The sale with right of repurchase of financial securities is an old legal mechanism, provided for in the Civil Code, which offers remarkable flexibility for financing or portfolio management transactions. It is a contract of sale with a specific clause: the seller reserves the right to take back the securities sold within an agreed period, in return for repayment of the price. This tool, both powerful and subtle, can be a real strategic asset if it is mastered. However, to avoid legal pitfalls, it is essential to have a precise understanding of the conditions and effects of the sale. For a complete overview of vente à réméré, consult our detailed guide.

The essential conditions for the validity of a sale with right of repurchase of securities

For a sale with right of redemption to be valid, a number of substantive and formal conditions must be met. These set out the framework within which the parties can operate in complete security. Understand the precise legal nature of and distinctions between sale with right of repurchase and other financial transactions.

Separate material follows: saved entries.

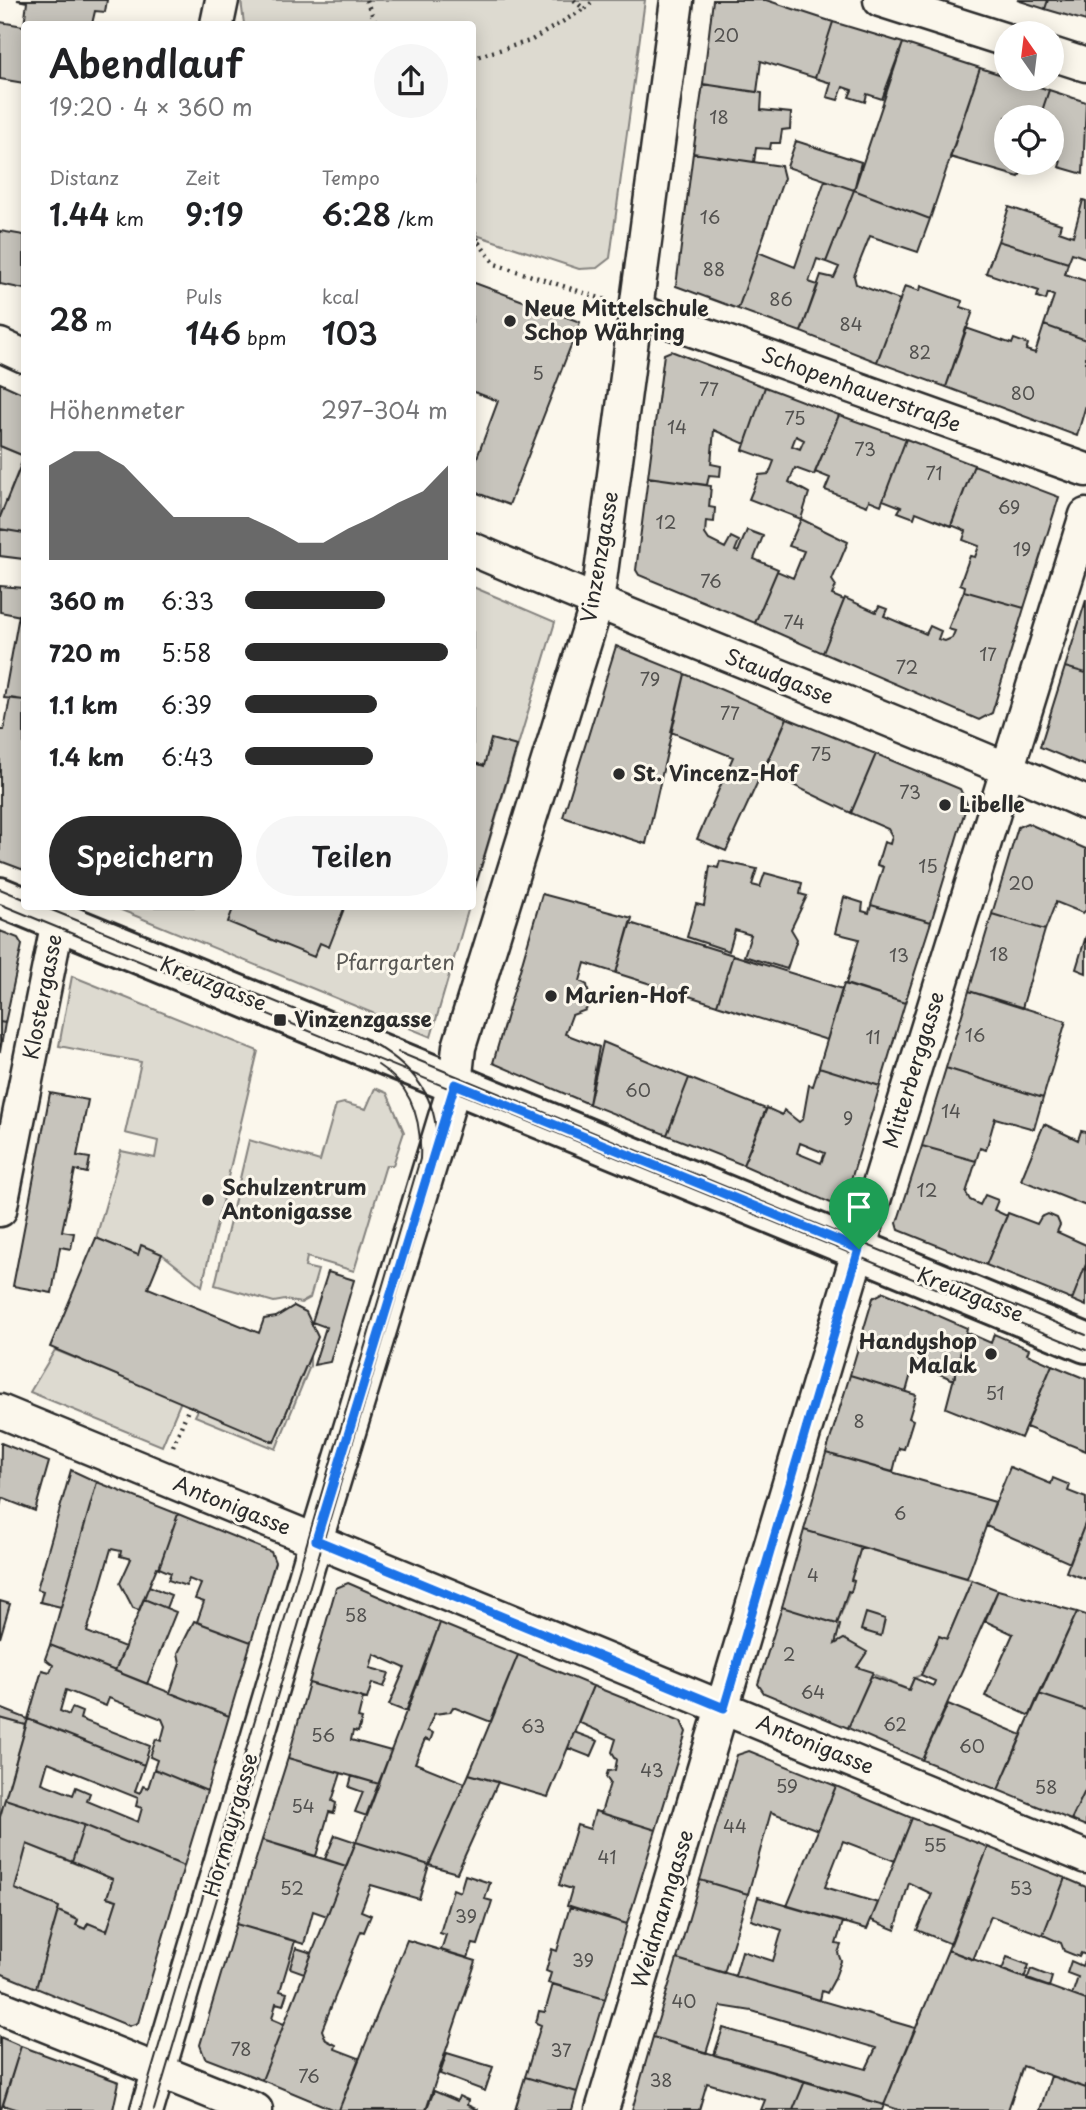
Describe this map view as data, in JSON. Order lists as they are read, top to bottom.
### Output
{
  "streets": {
    "street": [
      "Schopenhauerstraße",
      "Vinzenzgasse",
      "Staudgasse",
      "Kreuzgasse",
      "Klostergasse",
      "Mitterberggasse",
      "Antonigasse",
      "Hormayrgasse",
      "Weidmanngasse"
    ]
  },
  "crossings": [
    ["Schopenhauerstraße", "Vinzenzgasse"],
    ["Vinzenzgasse", "Staudgasse"],
    ["Vinzenzgasse", "Kreuzgasse"],
    ["Vinzenzgasse", "Antonigasse"],
    ["Vinzenzgasse", "Hormayrgasse"],
    ["Staudgasse", "Mitterberggasse"],
    ["Kreuzgasse", "Klostergasse"],
    ["Kreuzgasse", "Mitterberggasse"],
    ["Mitterberggasse", "Antonigasse"],
    ["Mitterberggasse", "Weidmanngasse"],
    ["Antonigasse", "Hormayrgasse"],
    ["Antonigasse", "Weidmanngasse"]
  ],
  "parks": ["Pfarrgarten"],
  "places": {
    "other": [
      "Neue Mittelschule Schop Währing",
      "St. Vincenz-Hof",
      "Libelle",
      "Marien-Hof",
      "Schulzentrum Antonigasse",
      "Handyshop Malak"
    ],
    "transit": ["Vinzenzgasse"]
  },
  "house_numbers": [
    "20",
    "18",
    "16",
    "88",
    "86",
    "84",
    "82",
    "5",
    "77",
    "80",
    "75",
    "14",
    "73",
    "71",
    "69",
    "12",
    "19",
    "76",
    "74",
    "17",
    "72",
    "79",
    "77",
    "75",
    "73",
    "15",
    "20",
    "18",
    "13",
    "16",
    "11",
    "60",
    "14",
    "9",
    "12",
    "51",
    "8",
    "6",
    "4",
    "58",
    "2",
    "64",
    "62",
    "63",
    "56",
    "60",
    "43",
    "59",
    "58",
    "54",
    "44",
    "55",
    "41",
    "52",
    "53",
    "39",
    "39",
    "40",
    "78",
    "37",
    "76",
    "38"
  ],
  "north": "top",
  "page": {
    "heading": ["Abendlauf", "19:20 · 4 × 360 m"],
    "stats": [
      ["Distanz", "1.44 km"],
      ["Zeit", "9:19"],
      ["Tempo", "6:28 /km"],
      ["28 m"],
      ["Puls", "146 bpm"],
      ["kcal", "103"]
    ],
    "chart": ["Höhenmeter", "297–304 m"],
    "list": [
      {
        "name": "360 m",
        "note": "6:33"
      },
      {
        "name": "720 m",
        "note": "5:58"
      },
      {
        "name": "1.1 km",
        "note": "6:39"
      },
      {
        "name": "1.4 km",
        "note": "6:43"
      }
    ],
    "buttons": ["Speichern", "Teilen"]
  }
}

Form and formality of the agreement

The Civil Code does not impose any formal requirements for the validity of a sale with right of redemption. In theory, a simple verbal agreement could suffice. In practice, however, such an approach would be extremely unwise. A written contract is essential. This document not only makes it possible to clearly define the rights and obligations of each party (price, duration, terms and conditions for exercising the repurchase option), but also provides solid evidence in the event of a dispute. The written document formalises the common intention of the parties and secures the transaction in the eyes of third parties and the tax authorities.

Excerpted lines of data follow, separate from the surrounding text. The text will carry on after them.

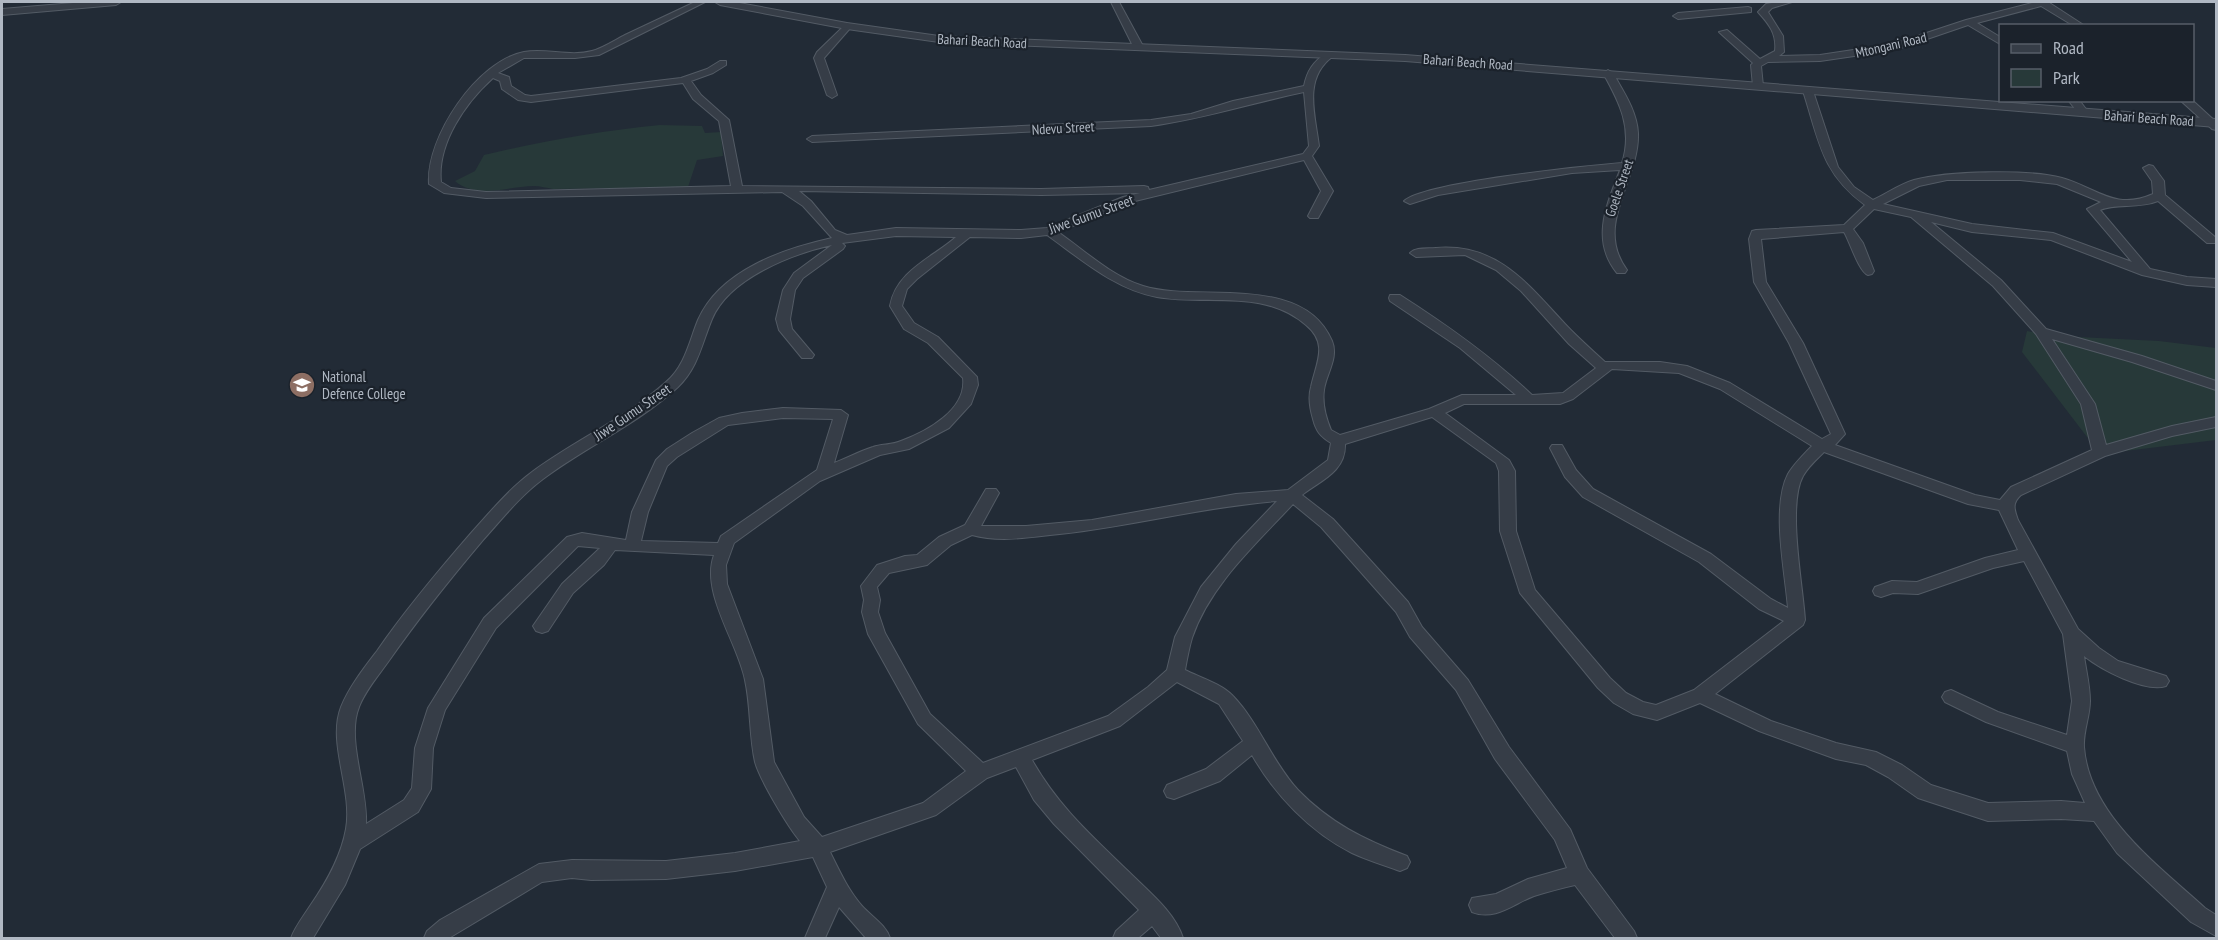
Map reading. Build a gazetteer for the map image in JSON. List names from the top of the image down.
{
  "streets": {
    "street": [
      "Bahari Beach Road",
      "Mtongani Road",
      "Ndevu Street",
      "Goele Street",
      "Jiwe Gumu Street"
    ]
  },
  "crossings": [
    ["Bahari Beach Road", "Goele Street"]
  ],
  "places": {
    "school or university": ["National Defence College"]
  },
  "legend": ["Road", "Park"]
}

The parties to the contract and the specific features of UCITS and FIAs

In principle, any natural or legal person with the capacity to contract may enter into a sale with right of repurchase, whether as seller or buyer. Ordinary contract law applies. No specific restrictions are set out in articles 1659 et seq of the Civil Code. This freedom allows great flexibility in the use of the mechanism.

However, specific regulations apply to certain players. Undertakings for Collective Investment in Transferable Securities (UCITS) and Alternative Investment Funds (AIFs) may use temporary sales of securities, a category that includes sale with right of repurchase, but within a strict framework. These transactions must serve "efficient portfolio management", i.e. aim to reduce risk, cut costs or generate additional income. In addition, the counterparties to these funds must meet specific criteria, particularly in terms of status and capital.

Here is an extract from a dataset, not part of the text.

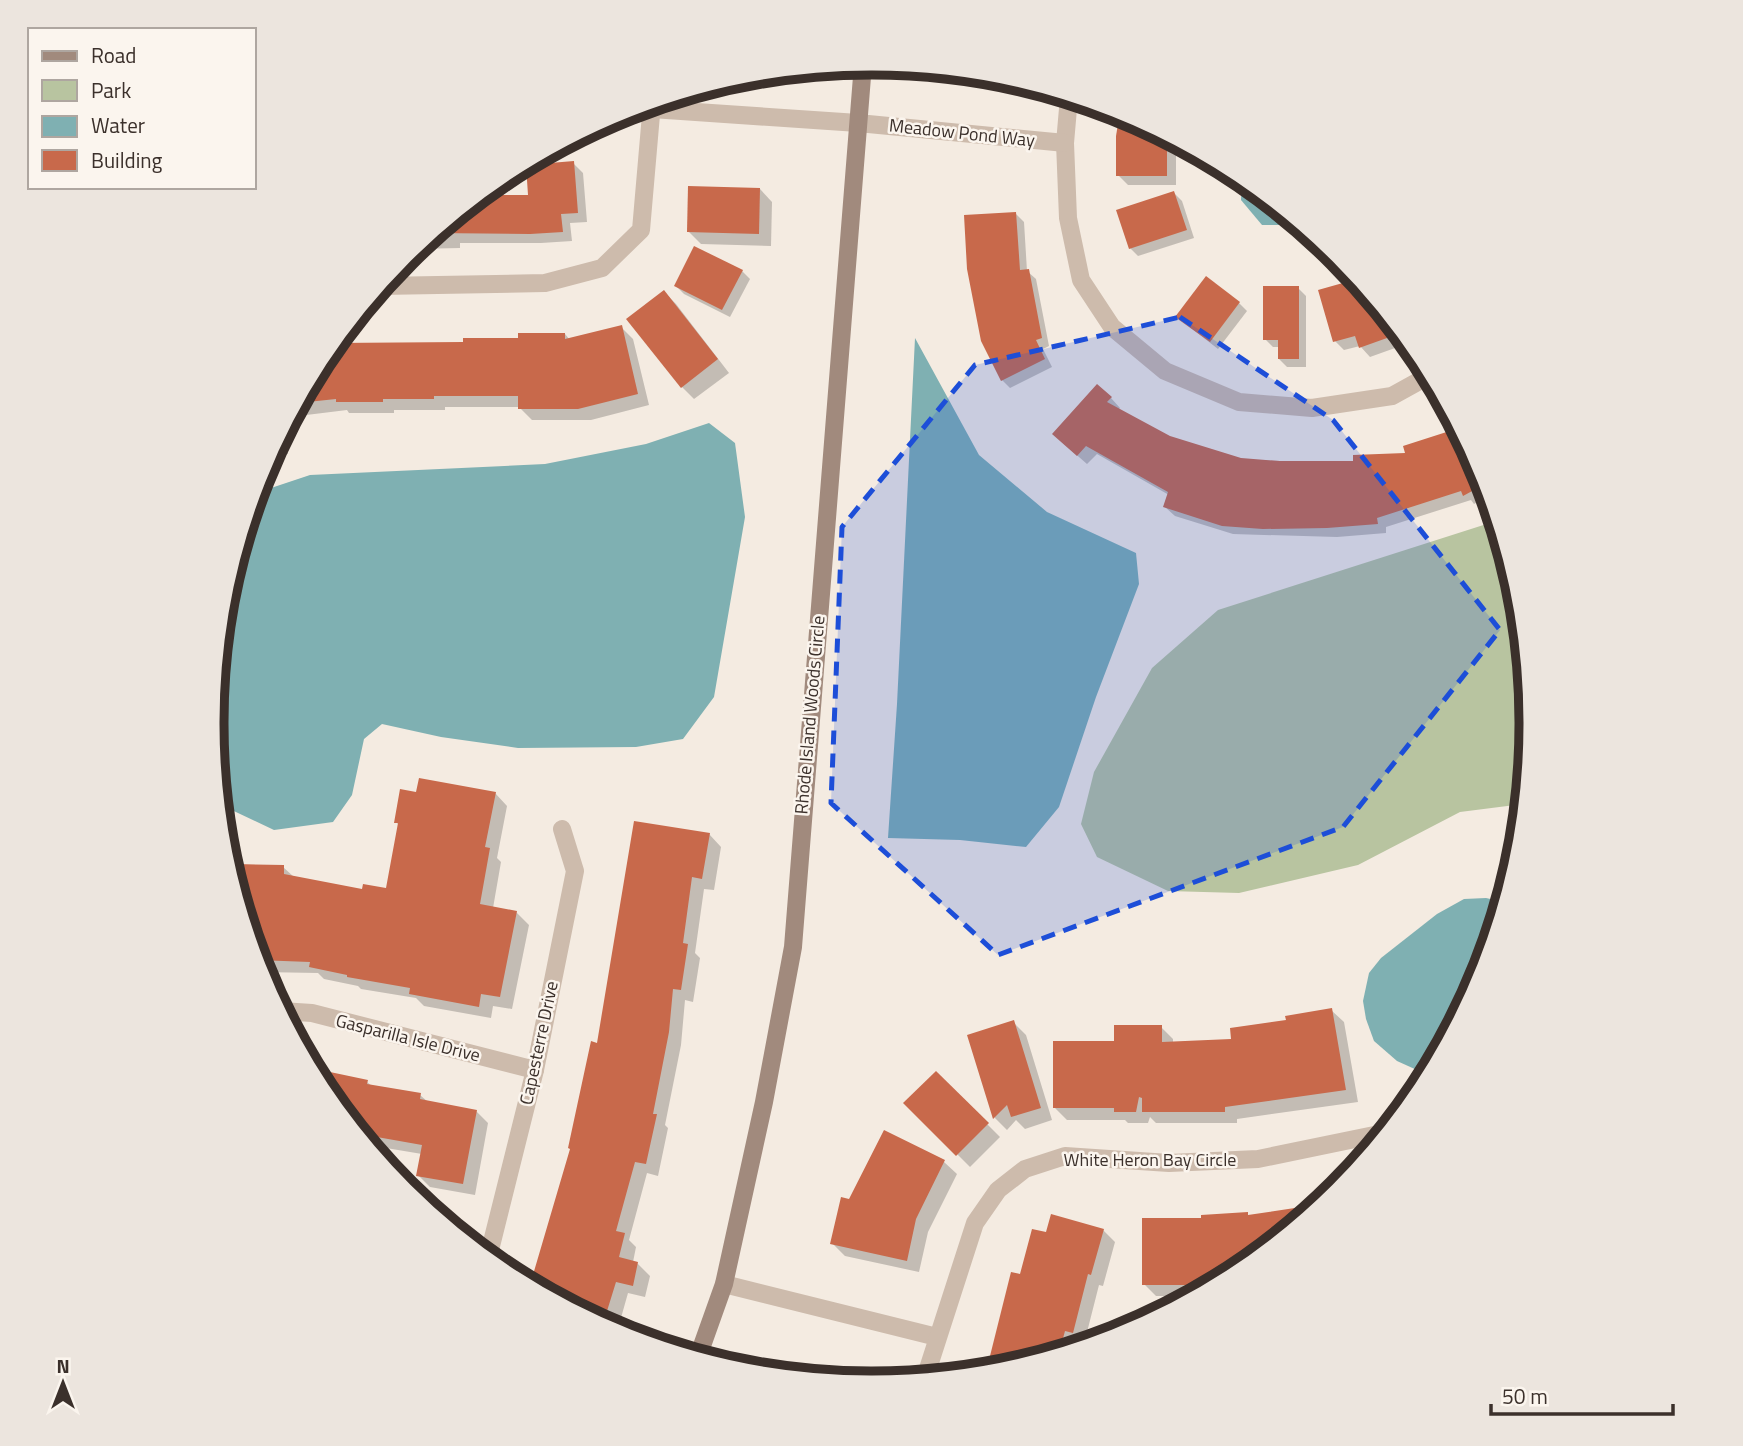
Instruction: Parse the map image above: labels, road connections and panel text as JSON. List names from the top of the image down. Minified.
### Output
{"streets":{"street":["Meadow Pond Way","Rhode Island Woods Circle","Gasparilla Isle Drive","Capesterre Drive","White Heron Bay Circle"]},"crossings":[["Meadow Pond Way","Rhode Island Woods Circle"],["Gasparilla Isle Drive","Capesterre Drive"]],"legend":["Road","Park","Water","Building"],"scale_bar":"50 m","north":"top"}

The object of the contract: book-entry securities and the 'thing' issue

Sale with right of repurchase can involve any type of asset, including financial securities such as shares or bonds. However, a technical issue arises in relation to so-called "book-entry" securities, i.e. securities that are dematerialised and registered in an account. Article 1659 of the Civil Code states that the seller may "take back the thing sold". How can this concept of an individualised "thing" be applied to securities that are fungible, i.e. interchangeable with other securities of the same kind?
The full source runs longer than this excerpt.